DIRECTIONS: Search the records for the string "strokeStyle" and return each line that has it.

Stored data:

■ ■ ■ ■ ■

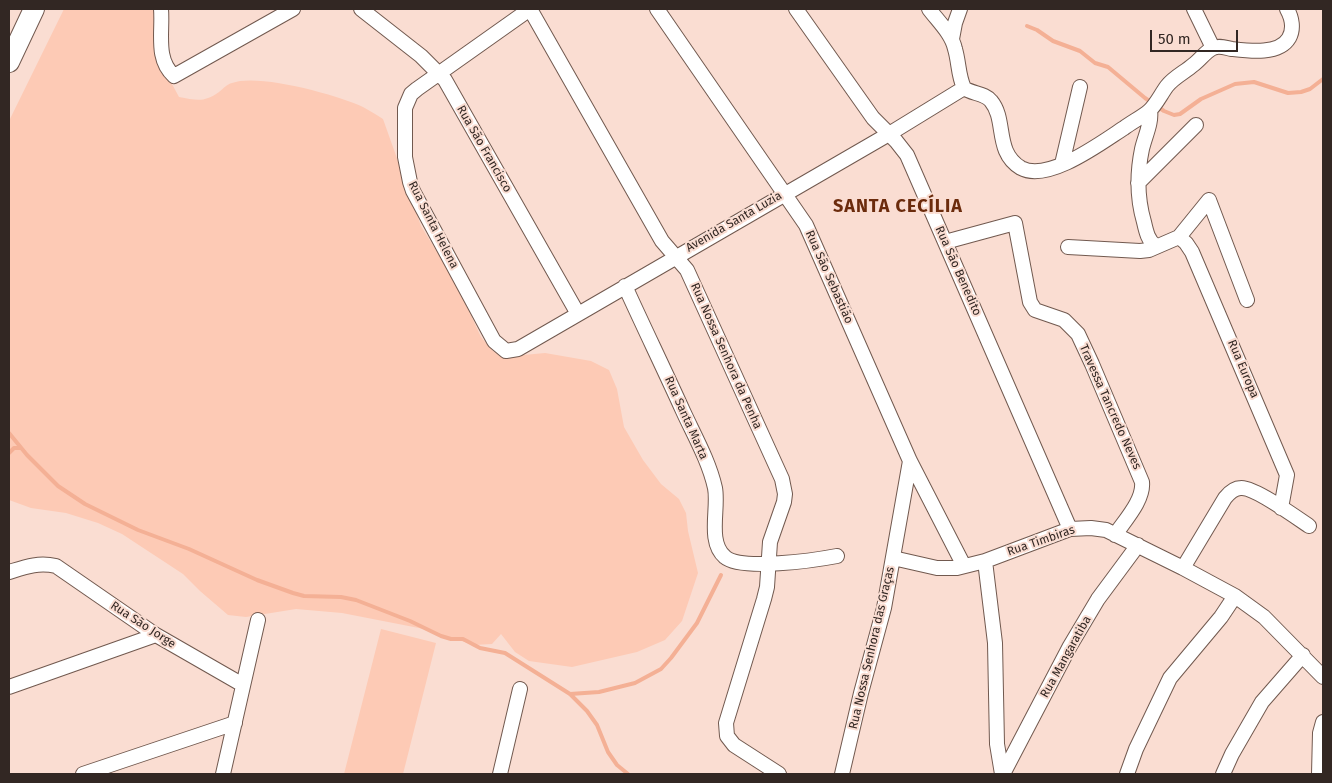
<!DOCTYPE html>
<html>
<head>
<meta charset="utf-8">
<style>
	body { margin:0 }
	#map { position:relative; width:1332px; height:783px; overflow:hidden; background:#faddd2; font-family:"Fira Sans",sans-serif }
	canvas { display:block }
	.frame { position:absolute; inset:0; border:10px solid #322723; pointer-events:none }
	.scale { position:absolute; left:1150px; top:30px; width:88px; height:22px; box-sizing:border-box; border:2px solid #322723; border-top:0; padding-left:6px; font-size:15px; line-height:18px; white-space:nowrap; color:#322723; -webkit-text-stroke:4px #faddd2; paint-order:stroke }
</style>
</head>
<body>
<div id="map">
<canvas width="1332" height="783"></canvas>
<div class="frame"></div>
<div class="scale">50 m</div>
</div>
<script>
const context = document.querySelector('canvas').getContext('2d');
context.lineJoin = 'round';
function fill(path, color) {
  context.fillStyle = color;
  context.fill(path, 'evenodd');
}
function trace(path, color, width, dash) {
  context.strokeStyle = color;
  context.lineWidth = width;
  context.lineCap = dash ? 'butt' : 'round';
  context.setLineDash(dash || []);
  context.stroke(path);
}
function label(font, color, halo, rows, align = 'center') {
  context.font = font + ' "Fira Sans",sans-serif';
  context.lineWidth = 4;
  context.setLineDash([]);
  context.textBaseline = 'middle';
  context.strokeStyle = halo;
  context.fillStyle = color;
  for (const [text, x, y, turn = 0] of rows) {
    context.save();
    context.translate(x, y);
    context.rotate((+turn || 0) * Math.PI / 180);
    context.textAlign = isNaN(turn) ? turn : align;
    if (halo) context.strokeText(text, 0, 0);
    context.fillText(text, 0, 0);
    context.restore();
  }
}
fill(new Path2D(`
	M64,9h91l3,49 21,39c17,3 25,6 40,-5 4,-3 8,-8 13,-9 26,-10 106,12 131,24 7,4 14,8 20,12l38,107 35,57 25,54 12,14 9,6 43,-4 46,8 18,9 8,19 7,38 19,33 18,24 18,15 7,14 2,18 10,42 -16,48 -17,19 -28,12 -65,15 -43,-6 -14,-9 -14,-18 -9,10 -18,1 -50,-16 -82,-16 -46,-4 -50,8 -18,-2 -28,-24 -17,-17 -61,-40 -24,-11 -32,-10 -35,-5 -22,-8v-379z
	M381,629l55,14 -33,131h-59z`), '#fdcab5');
trace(new Path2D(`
	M1027,26l10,4 16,11 27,10 15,12 13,4 37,31 19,13 10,4 6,-1 21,-15 34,-15 19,-2 34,11 13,-1 9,-3 13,-10
	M9,433l18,22 31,31 27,18 53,26 51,19 68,31 36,13 11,3 37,1 15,3 54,21 31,15 10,3h12l17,9 25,5 65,41 17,17 10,14 11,27 9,13 11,9
	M9,453l5,-5h6
	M570,694l29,-2 36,-9 26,-14 10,-11 26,-35 24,-48`), '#f4b095', 4);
const minor = new Path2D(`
	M161,9c2,23 -6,50 13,67l119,-67
	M361,9l60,47 24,24 133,234
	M530,9l-113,80 -6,5 -6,14v49l5,25 3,9 81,150 12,10 12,-2 371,-215 75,-46
	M530,9l132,232 25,29 95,209 3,15 -1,8 -14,40 -3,45 -3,12 -38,124 1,13 7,9 45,29
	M657,9l149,216 104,236 54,105
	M796,9l77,109 23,23 11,14 163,374
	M929,9c9,12 23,25 26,40 4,13 3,26 9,39
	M1194,9l19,39
	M952,39l3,-16 5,-14
	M964,88c8,6 21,5 27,13 16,19 3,51 30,67 27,15 81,-26 103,-40 8,-6 18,-11 25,-17 7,-6 12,-17 18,-25 7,-9 18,-14 26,-21 7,-5 13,-14 20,-17 6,-3 13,0 19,1 17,2 47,6 57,-11 5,-9 3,-20 -2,-29
	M1150,110c2,13 -5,26 -8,39 -5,24 -5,49 2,73 2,9 4,19 12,24
	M1062,164l18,-77
	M1138,183l58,-58
	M1209,200l38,100
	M1179,237l7,6 6,9 95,223 -6,33
	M945,242l70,-19 15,79 5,8 29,10 14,14 14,30 50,118c2,18 -17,38 -27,53
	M1068,247l72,4 9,-1 30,-13 30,-37
	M625,286c19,42 39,83 58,125 11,24 26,50 32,77 4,20 -8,54 10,69 16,14 91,3 112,-1
	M893,558l44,10h20l28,-7 85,-32 21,-1 15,2 77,38 52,28 29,21 59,60
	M985,561l10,82 2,101 5,30
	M1183,568l42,-70c4,-5 9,-10 16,-10 13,-1 55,29 68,38
	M9,572c16,-5 29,-10 47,-6l100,69 87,50
	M9,687l147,-52
	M83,774l152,-51
	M223,774l35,-154
	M500,774l20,-85
	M842,774l19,-81 23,-85 26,-147
	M1003,774l67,-128 28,-47 40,-54
	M1127,774l9,-25 34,-71 51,-61 14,-21
	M1223,774l9,-20 30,-52 41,-47
	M1319,774l1,-41 3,-11`);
const secondary = new Path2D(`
	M9,62l25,-53`);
trace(minor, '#71594f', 16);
trace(secondary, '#71594f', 22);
trace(minor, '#fff', 14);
trace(secondary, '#fff', 20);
label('12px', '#322723', '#faddd2', [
	["Rua São Francisco",484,149,60],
	["Avenida Santa Luzia",734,222,-30],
	["Rua Santa Helena",433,225,63],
	["Rua São Benedito",958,271,66],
	["Rua São Sebastião",829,277,66],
	["Rua Nossa Senhora da Penha",726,356,66],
	["Rua Europa",1243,369,67],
	["Travessa Tancredo Neves",1110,407,66],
	["Rua Santa Marta",686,418,66],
	["Rua Timbiras",1041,541,-19],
	["Rua São Jorge",143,625,33],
	["Rua Nossa Senhora das Graças",872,648,-77],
	["Rua Mangaratiba",1066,657,-61]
]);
context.letterSpacing = '1px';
label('bold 18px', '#6b2b0c', '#faddd2', [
	["SANTA CECÍLIA",898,207]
]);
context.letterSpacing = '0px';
</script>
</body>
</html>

■ ■ ■ ■ ■

ANSWER TO THIS PROBLEM:
  context.strokeStyle = color;
  context.strokeStyle = halo;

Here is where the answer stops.